Aurthor: Stewart WJ., J Am Coll Cardiol 2017 May 16; 69:2393
A high rate of adverse events prompts the question of whether earlier intervention would improve outcomes.
The authors of this international, four-site study examined longitudinal outcomes data on 305 patients (mean age, 73; 75% men) who were identified on baseline echocardiograms with moderate aortic stenosis (AS; defined by aortic valve area [AVA] >1.0 and <1.5 cm2) and left ventricular (LV) dysfunction (ejection fraction, <50%).
Coronary artery disease was present in 72% of patients. On echocardiography, the mean ejection fraction was 38%, mean AVA was 1.24 cm2, and mean transaortic gradient was 15 mm Hg.
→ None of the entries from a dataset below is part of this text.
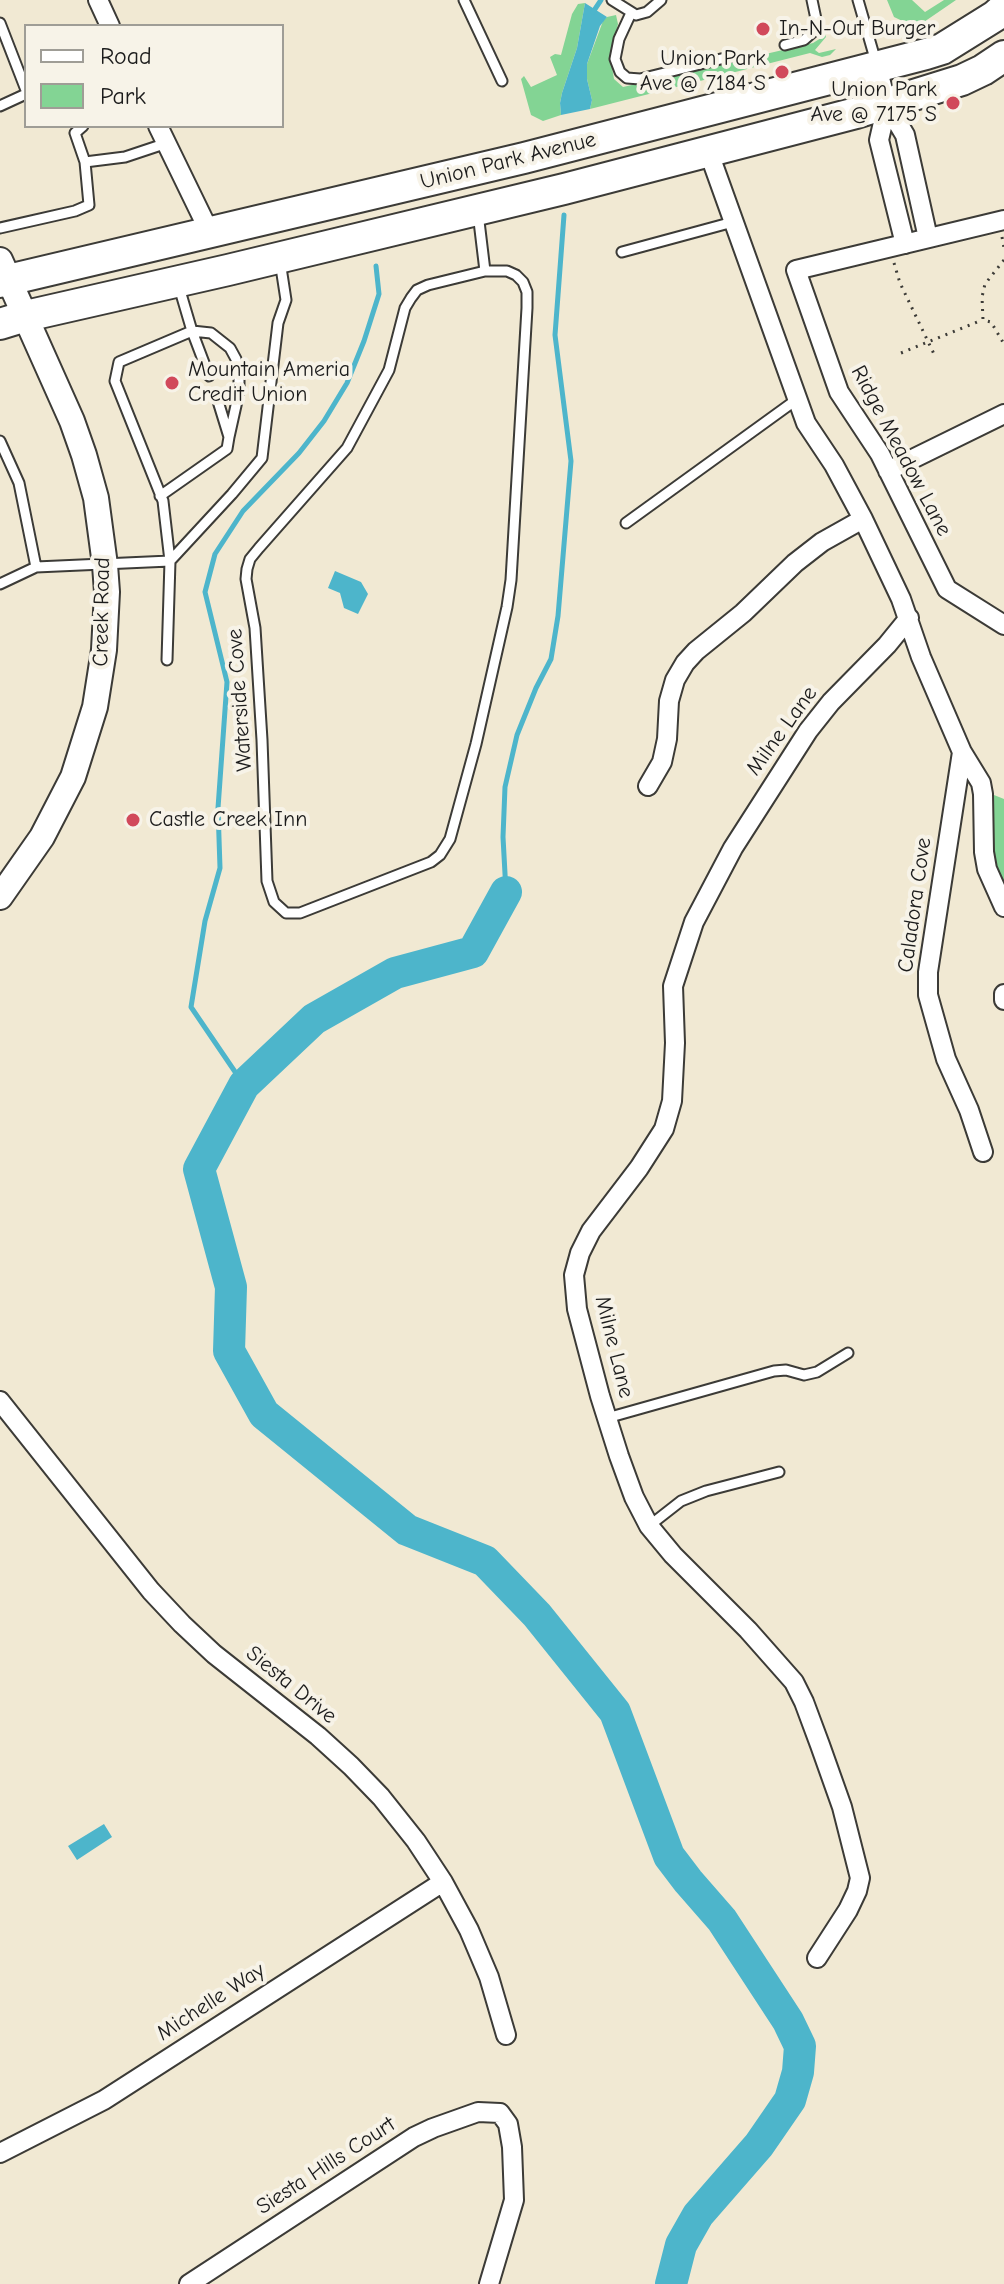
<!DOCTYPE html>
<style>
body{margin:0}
#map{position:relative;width:1004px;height:2284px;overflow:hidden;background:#f1e9d3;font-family:"Comic Neue",sans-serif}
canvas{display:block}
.legend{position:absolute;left:24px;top:24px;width:260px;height:104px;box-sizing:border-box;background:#f7f3e8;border:2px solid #9f9d96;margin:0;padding:10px 14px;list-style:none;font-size:24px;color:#1c1c1c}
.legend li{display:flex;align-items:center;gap:16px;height:40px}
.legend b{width:40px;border:2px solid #9f9d96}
</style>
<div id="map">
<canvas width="1004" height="2284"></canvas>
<ul class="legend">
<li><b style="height:10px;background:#fff"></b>Road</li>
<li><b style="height:22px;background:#83d494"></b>Park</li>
</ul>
</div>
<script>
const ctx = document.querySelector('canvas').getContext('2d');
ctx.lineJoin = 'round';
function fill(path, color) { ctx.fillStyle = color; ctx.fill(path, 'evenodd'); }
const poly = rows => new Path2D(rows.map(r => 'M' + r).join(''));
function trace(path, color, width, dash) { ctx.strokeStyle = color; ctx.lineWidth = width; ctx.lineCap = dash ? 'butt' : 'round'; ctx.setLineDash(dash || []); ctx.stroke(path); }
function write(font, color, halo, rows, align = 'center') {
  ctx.font = font + ' "Comic Neue",sans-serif'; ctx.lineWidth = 8; ctx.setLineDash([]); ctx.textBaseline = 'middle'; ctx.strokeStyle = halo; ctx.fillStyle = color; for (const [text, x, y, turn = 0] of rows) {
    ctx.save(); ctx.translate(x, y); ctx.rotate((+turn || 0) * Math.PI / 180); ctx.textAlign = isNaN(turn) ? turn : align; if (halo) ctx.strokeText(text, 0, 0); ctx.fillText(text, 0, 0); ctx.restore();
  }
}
fill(poly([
 [887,0,912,0,925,12,944,0,956,0,921,24,913,26,894,17],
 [585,3,577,48,562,93,560,103,561,115,543,121,531,115,521,79,524,76,531,87,557,75,550,57,555,54,561,55,572,14,578,4],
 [616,15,618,24,610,55,614,79,623,87,813,43,821,38,824,31,826,37,815,50,819,53,836,49,830,55,822,57,810,53,590,109,592,100,587,79,587,64,603,21,607,17],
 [989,793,1004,799,1004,897,988,847]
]), '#83d494');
fill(poly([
 [585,3,607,17,600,26,587,64,587,79,592,100,590,109,561,115,560,103,562,93,577,48],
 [335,571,361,582,368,594,358,614,344,608,340,593,328,588],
 [104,1824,112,1837,77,1860,68,1846]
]), '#4db5cb');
trace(poly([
 [593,12,601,0],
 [506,892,503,837,505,787,517,735,536,688,551,659,558,616,571,461,555,335,564,215],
 [244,1085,191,1007,205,921,220,868,218,808,227,682,205,592,215,554,243,511,299,453,324,421,347,383,364,341,379,294,376,266]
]), '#4db5cb', 5);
trace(poly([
 [506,892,473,952,395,973,314,1019,244,1085,199,1169,231,1287,229,1351,264,1414,407,1530,485,1561,537,1615,615,1712,669,1856,688,1881,722,1920,788,2021,800,2046,798,2072,790,2100,759,2145,698,2215,681,2245,671,2284]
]), '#4db5cb', 32);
const service = poly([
 [464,0,502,81],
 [612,0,636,15,647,12,661,0],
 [858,0,876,62],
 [631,13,619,39,615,59,620,72,627,78,640,79,733,56],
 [0,23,26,90],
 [785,45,804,40,813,32,816,19,812,0],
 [0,106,26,94],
 [85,162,125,157,167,143],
 [478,213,485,271],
 [0,228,75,211,89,205,85,162,75,133,83,126],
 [622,252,733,222],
 [485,271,507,271,516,275,523,282,527,292,527,308,511,580,507,607,476,744,450,839,440,855,431,862,300,913,286,913,274,902,267,881,262,740,255,628,246,579,247,569,250,559,259,548,347,448,389,370,405,308,411,298,417,290,428,285,485,271],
 [209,376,192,331,211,333,230,348,236,359,239,373,239,392,229,437],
 [0,441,19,483,36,567,0,584],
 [160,496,227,449,229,437,217,398],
 [626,523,796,400],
 [36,567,170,561,163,501,115,381,119,362,192,331,179,287],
 [167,660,170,561,232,494,262,458,278,323,286,300,280,261],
 [607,1418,774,1371,786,1370,804,1375,817,1372,848,1353],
 [649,1526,681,1501,706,1491,779,1472]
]);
const minor = poly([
 [98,0,110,26],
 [877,67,887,105,905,135,928,238],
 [887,105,879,140,905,244],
 [158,126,210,233],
 [709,153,806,423,834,465,863,519,901,599,921,657,962,752,981,783,983,794,984,852,987,869,1004,907],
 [1004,220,796,270,839,392,880,454,947,589,1004,625],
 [888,471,1004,414],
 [962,752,928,972,928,995,946,1059,969,1110,983,1152],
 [648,786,662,762,667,739,669,701,675,680,685,663,696,651,743,613,795,563,822,542,863,519],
 [1004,994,1004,1000],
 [0,1401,151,1591,182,1624,214,1654,318,1736,351,1766,381,1797,416,1841,443,1882,469,1930,489,1977,506,2035],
 [817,1958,848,1910,857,1891,860,1878,842,1807,820,1745,804,1702,794,1682,748,1630,673,1555,649,1526,634,1497,619,1456,600,1396,577,1309,574,1275,580,1253,591,1231,639,1168,664,1129,672,1101,675,1043,673,986,694,922,733,848,808,731,831,702,887,645,909,618],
 [0,2153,104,2100,443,1882],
 [189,2284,414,2137,433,2128,478,2112,500,2113,508,2124,512,2147,514,2200,489,2284]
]);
const tertiary = poly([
 [0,260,72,421,84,455,96,498,105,565,107,592,104,650,95,707,73,777,42,837,0,897]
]);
const primary = poly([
 [0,282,524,158,926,54,942,49,995,16,1004,8],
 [0,324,26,316,228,270,564,189,856,113,962,80,983,70,1004,56]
]);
trace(service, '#3c3b37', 13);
trace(minor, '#3c3b37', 22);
trace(tertiary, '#3c3b37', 28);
trace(primary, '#3c3b37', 34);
trace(poly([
 [1002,237,1004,248],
 [1004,260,985,284,982,297,983,320,991,322,1004,344],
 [894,263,900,283,934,354],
 [901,353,982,320]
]), '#3c3b37', 3, [2, 6]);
trace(service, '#fff', 9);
trace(minor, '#fff', 18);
trace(tertiary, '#fff', 24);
trace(primary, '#fff', 30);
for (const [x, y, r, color] of [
 [763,29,8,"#d1495b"],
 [782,72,8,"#d1495b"],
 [953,103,8,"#d1495b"],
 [172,383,8,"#d1495b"],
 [133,820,8,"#d1495b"]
]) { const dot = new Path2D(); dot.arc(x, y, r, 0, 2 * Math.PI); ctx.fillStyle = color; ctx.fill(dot); trace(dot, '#f7f3e8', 3); }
write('22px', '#1c1c1c', '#f7f3e8', [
 ["In-N-Out Burger",779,29],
 ["Union Park",766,59,"right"],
 ["Ave @ 7184 S",766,84,"right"],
 ["Union Park",937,90,"right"],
 ["Ave @ 7175 S",937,115,"right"],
 ["Mountain Ameria",188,370],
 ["Credit Union",188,395],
 ["Castle Creek Inn",149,820]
], 'left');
write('22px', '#1c1c1c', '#f7f3e8', [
 ["Union Park Avenue",508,161,-14],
 ["Ridge Meadow Lane",901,451,62],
 ["Creek Road",102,612,-89],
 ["Waterside Cove",240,700,-94],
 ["Milne Lane",782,731,-54],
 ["Caladora Cove",915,905,-82],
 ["Milne Lane",614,1347,76],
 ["Siesta Drive",291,1685,39],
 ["Michelle Way",211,2002,-33],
 ["Siesta Hills Court",326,2166,-33]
]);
</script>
Dobutamine stress echocardiography was used in 11% of patients to exclude severe AS.
At 4 years of follow-up, 61% had a clinical event included in the primary composite endpoint: death (36%), heart-failure hospitalization (27%), or aortic valve replacement by surgery or transcatheter (24%). In multivariate analysis, baseline New York Heart Association class III or IV, higher peak gradient, and male sex were the main predictors of the primary endpoint.
This observational study demonstrates that patients with moderate AS and LV dysfunction have a high rate of clinical events in short-term follow-up. A randomized trial to test the hypothesis that transcatheter aortic-valve replacement in such patients can improve clinical outcome was recently initiated (NCT2661451). As noted by the editorialist and authors, caveats include the potential for measurement errors, the lack of indexing AVA for body size, inclusion of both symptomatic and asymptomatic patients, the low rate of dobutamine stress echocardiography, and the lack of optimal heart failure therapy in some patients. Nonetheless, the combination of moderate AS and LV dysfunction should be considered a warning sign for clinicians.